EXERCISE DIRECTIONS: Within this material, find every line where the string "minor" appears, and copy it out.

SUPPLIED ENTRIES:
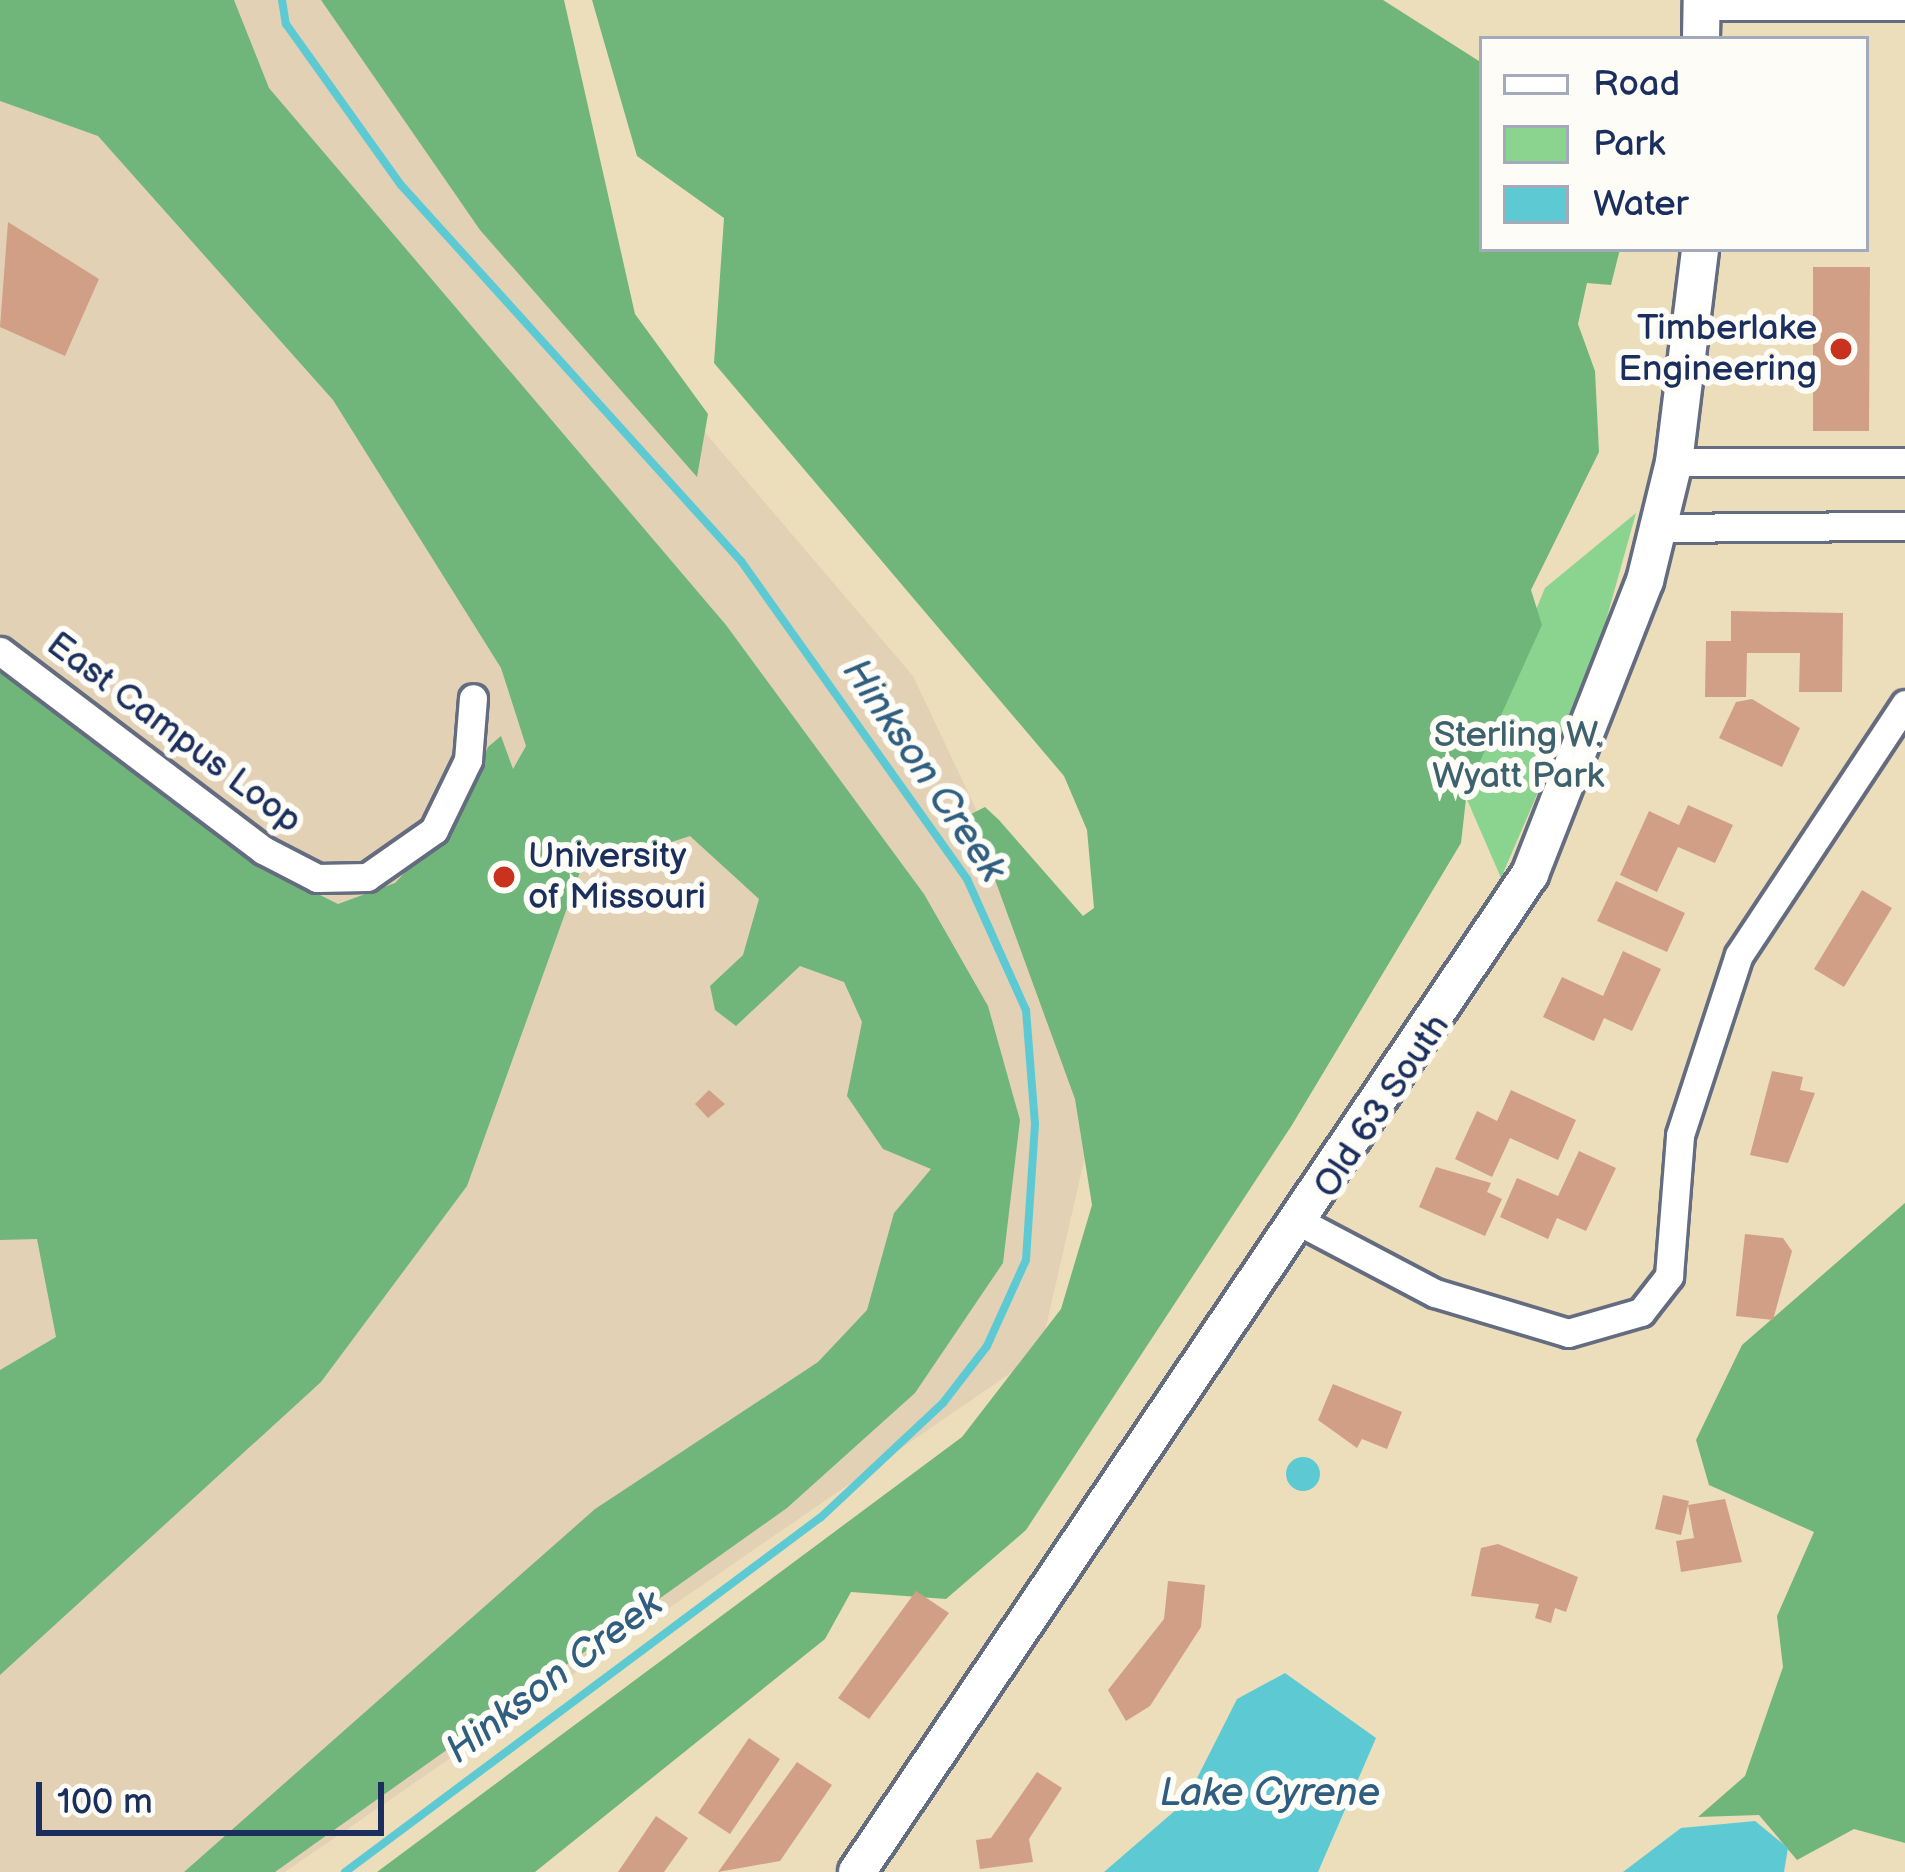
<!DOCTYPE html>
<html>
<head>
<meta charset="utf-8">
<style>
  body { margin:0 }
  #map { position:relative; width:1905px; height:1872px; overflow:hidden; background:#ecdebb; font-family:"Balsamiq Sans",sans-serif }
  div>[style] { position:absolute }
  [style*='--x'] { left:calc(var(--x)*1px); top:calc(var(--y)*1px); width:calc(var(--w)*1px); rotate:calc(var(--a)*1deg) }
  .built>* { inset:0; background:#e3d1b6 }
  .green>* { inset:0; background:#8bd490 }
  .forest>* { inset:0; background:#70b67a }
  .water>* { inset:0; background:#5dcad3 }
  .round { border-radius:50% }
  .stream>* { height:8px; margin:-4px; padding:0 4px; transform-origin:4px; border-radius:4px; background:#5dcad3 }
  .building>* { inset:0; background:#d19f85 }
  .roads { filter:drop-shadow(3px 0 #646c7f) drop-shadow(-3px 0 #646c7f) drop-shadow(0 3px #646c7f) drop-shadow(0 -3px #646c7f) }
  .minor>* { height:27px; margin:-13.5px; padding:0 13.5px; transform-origin:13.5px; border-radius:13.5px; background:#fff }
  .major>* { height:36px; margin:-18px; padding:0 18px; transform-origin:18px; border-radius:18px; background:#fff }
  .dots>* { width:33px; height:33px; translate:-50% -50%; box-sizing:border-box; border:6px solid #fdfcf7; border-radius:50% }
  span { translate:-50% -50%; white-space:nowrap; text-align:center; line-height:1.15; -webkit-text-stroke:12px #fdfcf7; paint-order:stroke }
  .poi-label { font-size:36px; color:#1b2f5e }
  .right { translate:-100% -50%; text-align:right }
  .left { translate:0 -50%; text-align:left }
  .street-label { font-size:36px; color:#1b2f5e }
  .park-label { font-size:36px; color:#3d616d }
  .water-label { font-size:39px; color:#2f5e81; font-style:italic }
  .legend { position:absolute; left:1479px; top:36px; width:390px; height:216px; box-sizing:border-box; background:#fdfcf7; border:3px solid #a3aaba; margin:0; padding:15px 21px; list-style:none; font-size:36px; color:#1b2f5e }
  .legend li { display:flex; align-items:center; gap:24px; height:60px }
  .legend b { width:60px; border:3px solid #a3aaba }
  .scale { position:absolute; left:36px; top:1782px; width:348px; height:54px; box-sizing:border-box; border:6px solid #1b2f5e; border-top:0; padding-left:15px; font-size:36px; line-height:42px; white-space:nowrap; color:#1b2f5e; -webkit-text-stroke:9px #fdfcf7; paint-order:stroke }
</style>
</head>
<body>
<div id="map">
  <div class="built">
    <div style="clip-path:polygon(0 0,336px 0,913px 676px,1103px 1078px,1040px 1353px,285px 1872px,0 1872px)"></div>
  </div>
  <div class="green">
    <div style="clip-path:polygon(1636px 513px,1595px 660px,1501px 878px,1462px 788px,1545px 588px)"></div>
  </div>
  <div class="forest">
    <div style="clip-path:polygon(0 0,234px 0,269px 88px,726px 625px,924px 894px,988px 1006px,1020px 1120px,1003px 1263px,915px 1393px,787px 1508px,275px 1872px,184px 1872px,595px 1509px,818px 1362px,867px 1310px,894px 1213px,931px 1169px,883px 1149px,847px 1096px,862px 1022px,844px 982px,800px 966px,736px 1026px,715px 1010px,710px 986px,743px 955px,759px 899px,690px 836px,580px 872px,467px 1186px,321px 1382px,0 1675px,0 1370px,56px 1337px,37px 1239px,0 1240px,0 660px,49px 686px,262px 866px,338px 904px,395px 883px,454px 820px,488px 747px,501px 736px,513px 769px,526px 746px,501px 668px,333px 400px,98px 136px,0 101px)"></div>
    <div style="clip-path:polygon(321px 0,564px 0,635px 314px,708px 414px,697px 477px,480px 230px)"></div>
    <div style="clip-path:polygon(592px 0,1383px 0,1482px 63px,1482px 249px,1620px 249px,1611px 285px,1587px 283px,1578px 324px,1595px 371px,1599px 452px,1531px 590px,1542px 625px,1467px 790px,1461px 843px,1292px 1125px,1026px 1530px,946px 1599px,851px 1592px,825px 1639px,535px 1872px,377px 1872px,962px 1437px,1061px 1309px,1092px 1205px,1075px 1099px,971px 814px,985px 807px,999px 820px,1083px 916px,1094px 908px,1087px 830px,1064px 776px,714px 363px,724px 218px,637px 156px)"></div>
    <div style="clip-path:polygon(1905px 1203px,1905px 1843px,1854px 1829px,1797px 1860px,1759px 1815px,1698px 1817px,1745px 1776px,1783px 1667px,1777px 1616px,1814px 1532px,1709px 1485px,1696px 1440px,1742px 1345px)"></div>
  </div>
  <div class="water">
    <div class="round" style="left:1286px;top:1457px;width:34px;height:34px"></div>
    <div style="clip-path:polygon(1285px 1673px,1376px 1738px,1318px 1872px,1104px 1872px,1185px 1802px,1237px 1699px)"></div>
    <div style="clip-path:polygon(1755px 1821px,1788px 1848px,1784px 1872px,1623px 1872px,1681px 1828px)"></div>
  </div>
  <div class="stream">
    <div style="--x:282;--y:0;--w:24;--a:81"></div>
    <div style="--x:286;--y:24;--w:198;--a:54.5"></div>
    <div style="--x:401;--y:185;--w:507;--a:47.88"></div>
    <div style="--x:741;--y:561;--w:390;--a:54.6"></div>
    <div style="--x:967;--y:879;--w:144;--a:65.8"></div>
    <div style="--x:1026;--y:1010;--w:114;--a:85.5"></div>
    <div style="--x:1035;--y:1124;--w:136;--a:93.8"></div>
    <div style="--x:1026;--y:1260;--w:94;--a:114.4"></div>
    <div style="--x:987;--y:1346;--w:72;--a:127.7"></div>
    <div style="--x:943;--y:1403;--w:167;--a:136.9"></div>
    <div style="--x:821;--y:1517;--w:594;--a:143.28"></div>
  </div>
  <div class="building">
    <div style="clip-path:polygon(8px 222px,99px 279px,65px 356px,0 327px)"></div>
    <div style="clip-path:polygon(1813px 267px,1870px 267px,1869px 431px,1813px 431px)"></div>
    <div style="clip-path:polygon(1731px 611px,1843px 613px,1842px 692px,1799px 692px,1800px 653px,1747px 653px,1746px 697px,1705px 697px,1706px 641px,1731px 641px)"></div>
    <div style="clip-path:polygon(1752px 699px,1800px 728px,1782px 767px,1719px 738px,1736px 702px)"></div>
    <div style="clip-path:polygon(1688px 805px,1733px 825px,1715px 863px,1678px 847px,1657px 892px,1620px 875px,1649px 811px,1679px 825px)"></div>
    <div style="clip-path:polygon(1616px 881px,1685px 913px,1667px 952px,1597px 921px)"></div>
    <div style="clip-path:polygon(1862px 890px,1892px 908px,1844px 987px,1814px 969px)"></div>
    <div style="clip-path:polygon(1623px 951px,1661px 969px,1632px 1031px,1604px 1018px,1594px 1041px,1543px 1017px,1562px 977px,1603px 996px)"></div>
    <div style="clip-path:polygon(1772px 1071px,1803px 1077px,1800px 1090px,1815px 1093px,1788px 1163px,1750px 1155px)"></div>
    <div style="clip-path:polygon(709px 1090px,725px 1104px,708px 1118px,695px 1104px)"></div>
    <div style="clip-path:polygon(1511px 1090px,1576px 1120px,1558px 1160px,1510px 1138px,1492px 1177px,1455px 1159px,1477px 1111px,1497px 1121px)"></div>
    <div style="clip-path:polygon(1579px 1151px,1616px 1168px,1586px 1231px,1557px 1218px,1548px 1239px,1500px 1217px,1517px 1178px,1558px 1196px)"></div>
    <div style="clip-path:polygon(1436px 1167px,1491px 1183px,1487px 1192px,1502px 1199px,1485px 1236px,1419px 1207px)"></div>
    <div style="clip-path:polygon(1745px 1234px,1783px 1238px,1792px 1251px,1773px 1320px,1736px 1316px)"></div>
    <div style="clip-path:polygon(1333px 1384px,1402px 1412px,1387px 1449px,1362px 1439px,1357px 1448px,1318px 1420px)"></div>
    <div style="clip-path:polygon(1663px 1495px,1689px 1501px,1681px 1535px,1655px 1529px)"></div>
    <div style="clip-path:polygon(1725px 1499px,1742px 1562px,1681px 1572px,1676px 1541px,1694px 1538px,1688px 1505px)"></div>
    <div style="clip-path:polygon(1498px 1544px,1578px 1577px,1566px 1612px,1555px 1608px,1551px 1623px,1535px 1618px,1539px 1604px,1471px 1596px,1481px 1548px)"></div>
    <div style="clip-path:polygon(1168px 1581px,1205px 1585px,1201px 1627px,1150px 1706px,1126px 1721px,1108px 1690px,1164px 1619px)"></div>
    <div style="clip-path:polygon(916px 1591px,949px 1613px,869px 1719px,838px 1698px)"></div>
    <div style="clip-path:polygon(749px 1738px,780px 1759px,730px 1834px,698px 1813px)"></div>
    <div style="clip-path:polygon(797px 1762px,832px 1785px,780px 1861px,718px 1872px)"></div>
    <div style="clip-path:polygon(1037px 1772px,1062px 1788px,1029px 1839px,1033px 1862px,980px 1869px,976px 1840px,991px 1838px)"></div>
    <div style="clip-path:polygon(656px 1816px,688px 1838px,664px 1872px,618px 1872px)"></div>
  </div>
  <div class="roads">
    <div class="minor">
      <div style="--x:1702;--y:6;--w:203;--a:0"></div>
      <div style="--x:1674;--y:462;--w:231;--a:0"></div>
      <div style="--x:1658;--y:528;--w:247;--a:-0.5"></div>
      <div style="--x:0;--y:651;--w:330;--a:37.1"></div>
      <div style="--x:263;--y:850;--w:61;--a:27.4"></div>
      <div style="--x:317;--y:878;--w:50;--a:-1.1"></div>
      <div style="--x:367;--y:877;--w:82;--a:-35"></div>
      <div style="--x:434;--y:830;--w:78;--a:-64.1"></div>
      <div style="--x:468;--y:760;--w:62;--a:-85.4"></div>
      <div style="--x:1302;--y:1223;--w:150;--a:27.8"></div>
      <div style="--x:1435;--y:1293;--w:139;--a:16.7"></div>
      <div style="--x:1568;--y:1333;--w:76;--a:-16"></div>
      <div style="--x:1641;--y:1312;--w:46;--a:-52.1"></div>
      <div style="--x:1669;--y:1276;--w:141;--a:-85.5"></div>
      <div style="--x:1680;--y:1135;--w:189;--a:-71.9"></div>
      <div style="--x:1739;--y:955;--w:301;--a:-56.5"></div>
    </div>
    <div class="major">
      <div style="--x:1701;--y:39;--w:39;--a:-89"></div>
      <div style="--x:857;--y:1872;--w:1204;--a:-56.01"></div>
      <div style="--x:1530;--y:874;--w:315;--a:-68.6"></div>
      <div style="--x:1645;--y:581;--w:122;--a:-76.3"></div>
      <div style="--x:1674;--y:462;--w:215;--a:-83"></div>
    </div>
  </div>
  <div class="dots">
    <div style="left:1841px;top:349px;background:#c8321e"></div>
    <div style="left:504px;top:877px;background:#c8321e"></div>
  </div>
  <div class="poi-label">
    <span class="right" style="left:1817px;top:349px">Timberlake<br>Engineering</span>
    <span class="left" style="left:528px;top:877px">University<br>of Missouri</span>
  </div>
  <div class="street-label">
    <span style="left:174px;top:733px;rotate:37deg">East Campus Loop</span>
    <span style="left:1382px;top:1106px;rotate:-56deg">Old 63 South</span>
  </div>
  <div class="park-label">
    <span style="left:1518px;top:756px">Sterling W.<br>Wyatt Park</span>
  </div>
  <div class="water-label">
    <span style="left:923px;top:771px;rotate:56deg">Hinkson Creek</span>
    <span style="left:555px;top:1678px;rotate:-37deg">Hinkson Creek</span>
    <span style="left:1270px;top:1794px">Lake Cyrene</span>
  </div>
  <ul class="legend">
  <li><b style="height:15px;background:#fff"></b>Road</li>
  <li><b style="height:33px;background:#8bd490"></b>Park</li>
  <li><b style="height:33px;background:#5dcad3"></b>Water</li>
  </ul>
  <div class="scale">100 m</div>
</div>
</body>
</html>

RESULT BELOW:
  .minor>* { height:27px; margin:-13.5px; padding:0 13.5px; transform-origin:13.5px; border-radius:13.5px; background:#fff }
    <div class="minor">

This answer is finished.